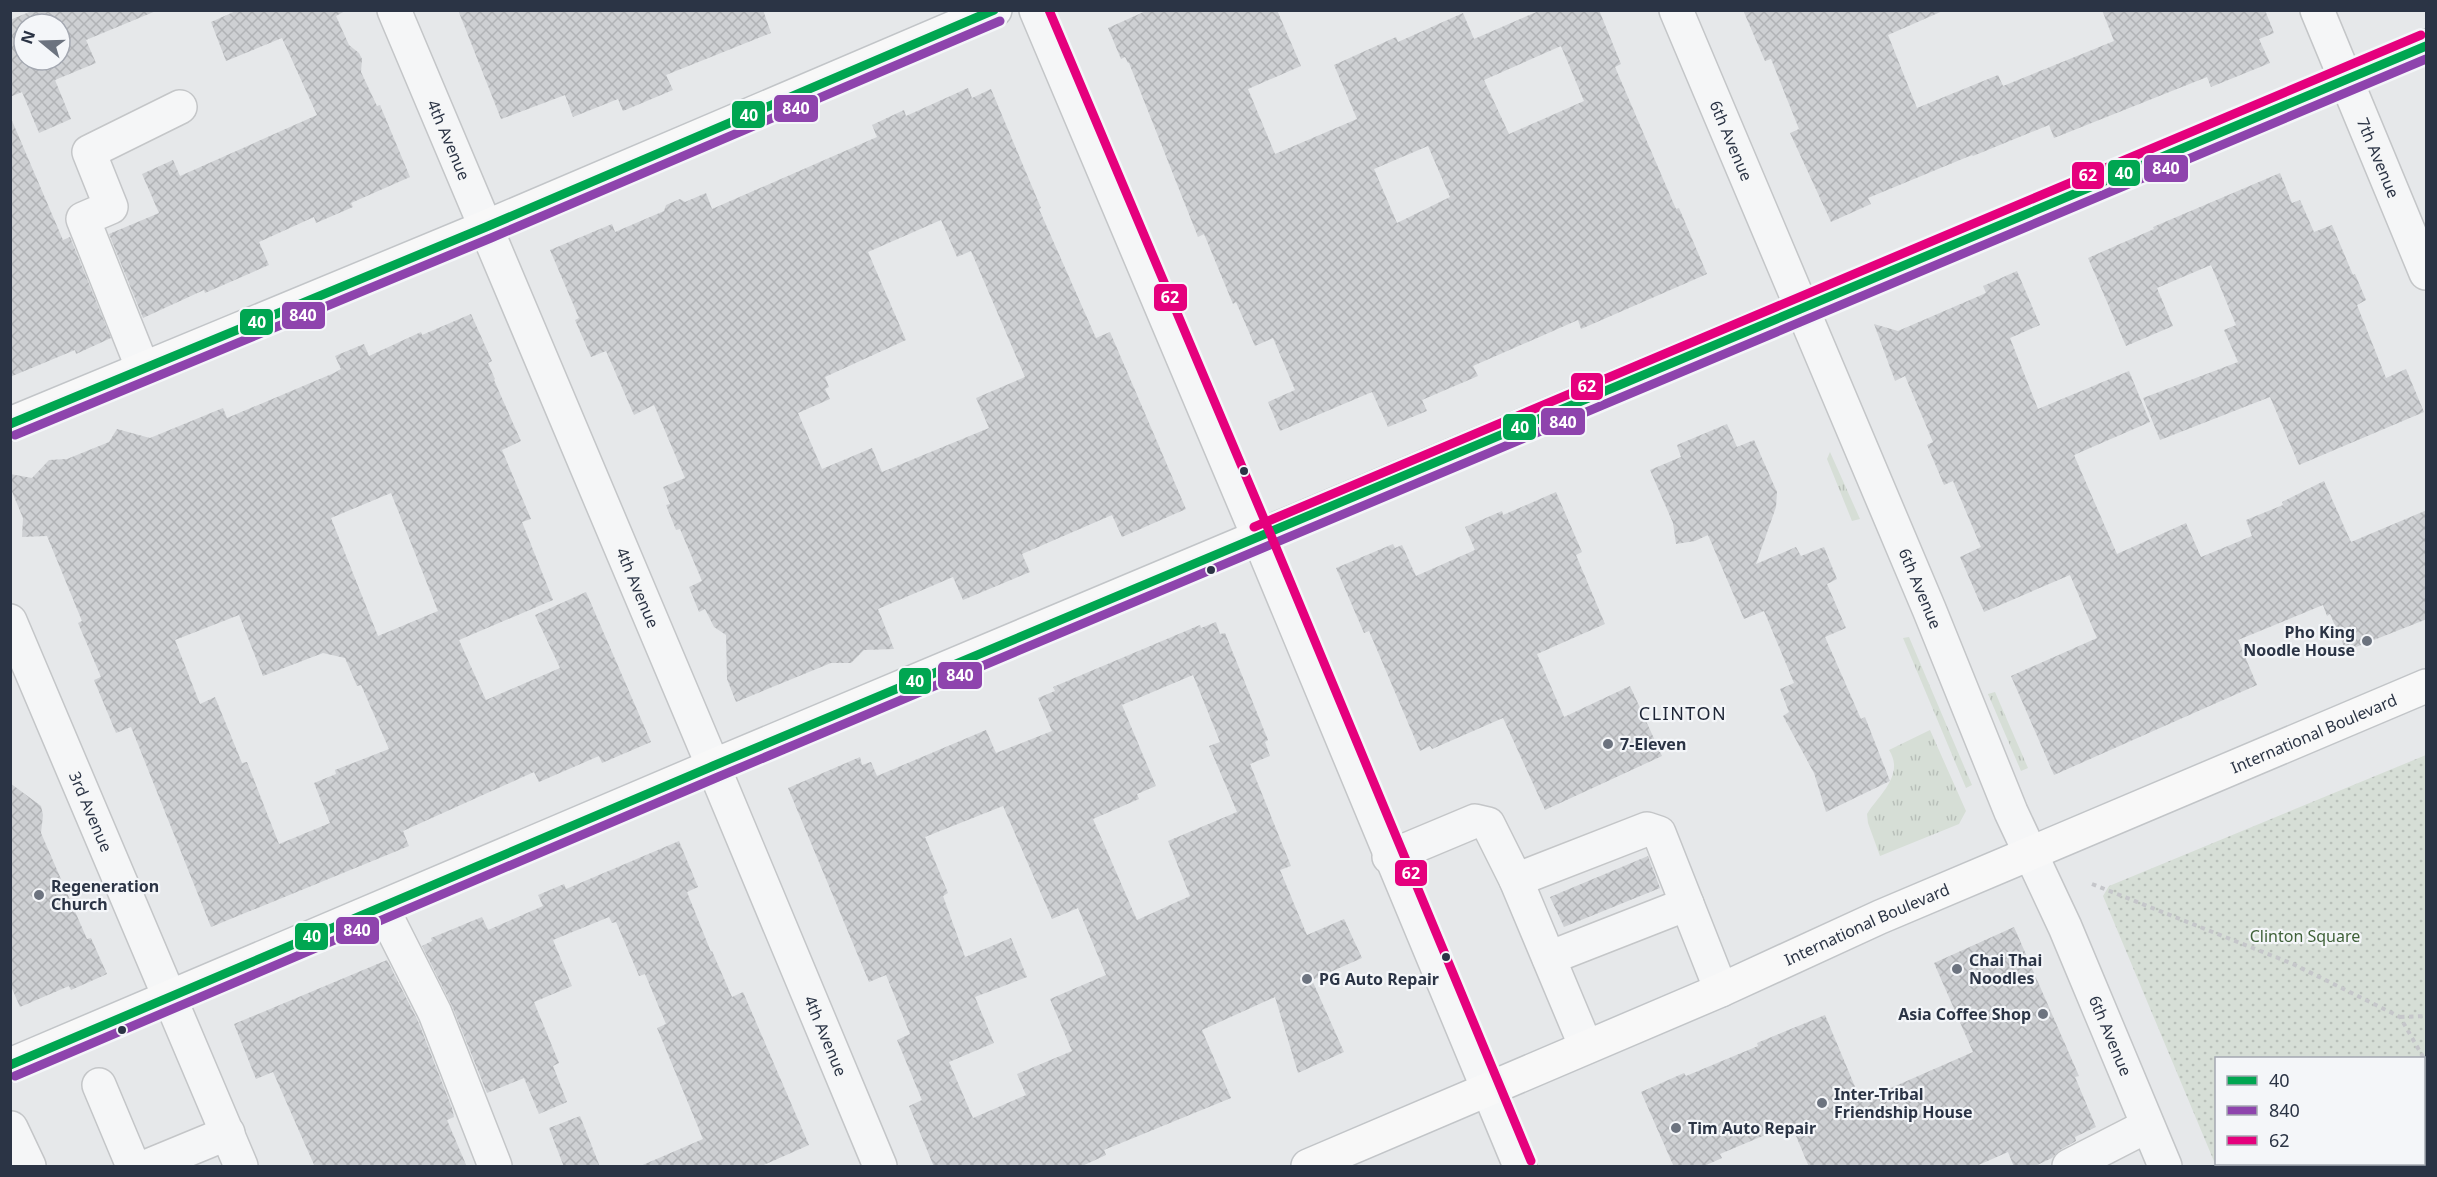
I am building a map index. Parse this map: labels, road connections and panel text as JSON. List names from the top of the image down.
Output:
{
  "streets": {
    "main road": ["International Boulevard"],
    "street": [
      "4th Avenue",
      "6th Avenue",
      "7th Avenue",
      "3rd Avenue"
    ]
  },
  "crossings": [
    ["6th Avenue", "International Boulevard"]
  ],
  "districts": ["CLINTON"],
  "parks": ["Clinton Square"],
  "places": [
    "Pho King Noodle House",
    "7-Eleven",
    "Regeneration Church",
    "Chai Thai Noodles",
    "PG Auto Repair",
    "Asia Coffee Shop",
    "Inter-Tribal Friendship House",
    "Tim Auto Repair"
  ],
  "lines": ["transit line 40", "transit line 62", "transit line 840"],
  "legend": ["40", "840", "62"],
  "north": "left"
}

^^^^

> [WHAT IS BEING ASKED]: What's needed here is an exact repeat of all the records above, pictures excluded.

> [WORKED SOLUTION]:
I am building a map index. Parse this map: labels, road connections and panel text as JSON. List names from the top of the image down.
Output:
{
  "streets": {
    "main road": ["International Boulevard"],
    "street": [
      "4th Avenue",
      "6th Avenue",
      "7th Avenue",
      "3rd Avenue"
    ]
  },
  "crossings": [
    ["6th Avenue", "International Boulevard"]
  ],
  "districts": ["CLINTON"],
  "parks": ["Clinton Square"],
  "places": [
    "Pho King Noodle House",
    "7-Eleven",
    "Regeneration Church",
    "Chai Thai Noodles",
    "PG Auto Repair",
    "Asia Coffee Shop",
    "Inter-Tribal Friendship House",
    "Tim Auto Repair"
  ],
  "lines": ["transit line 40", "transit line 62", "transit line 840"],
  "legend": ["40", "840", "62"],
  "north": "left"
}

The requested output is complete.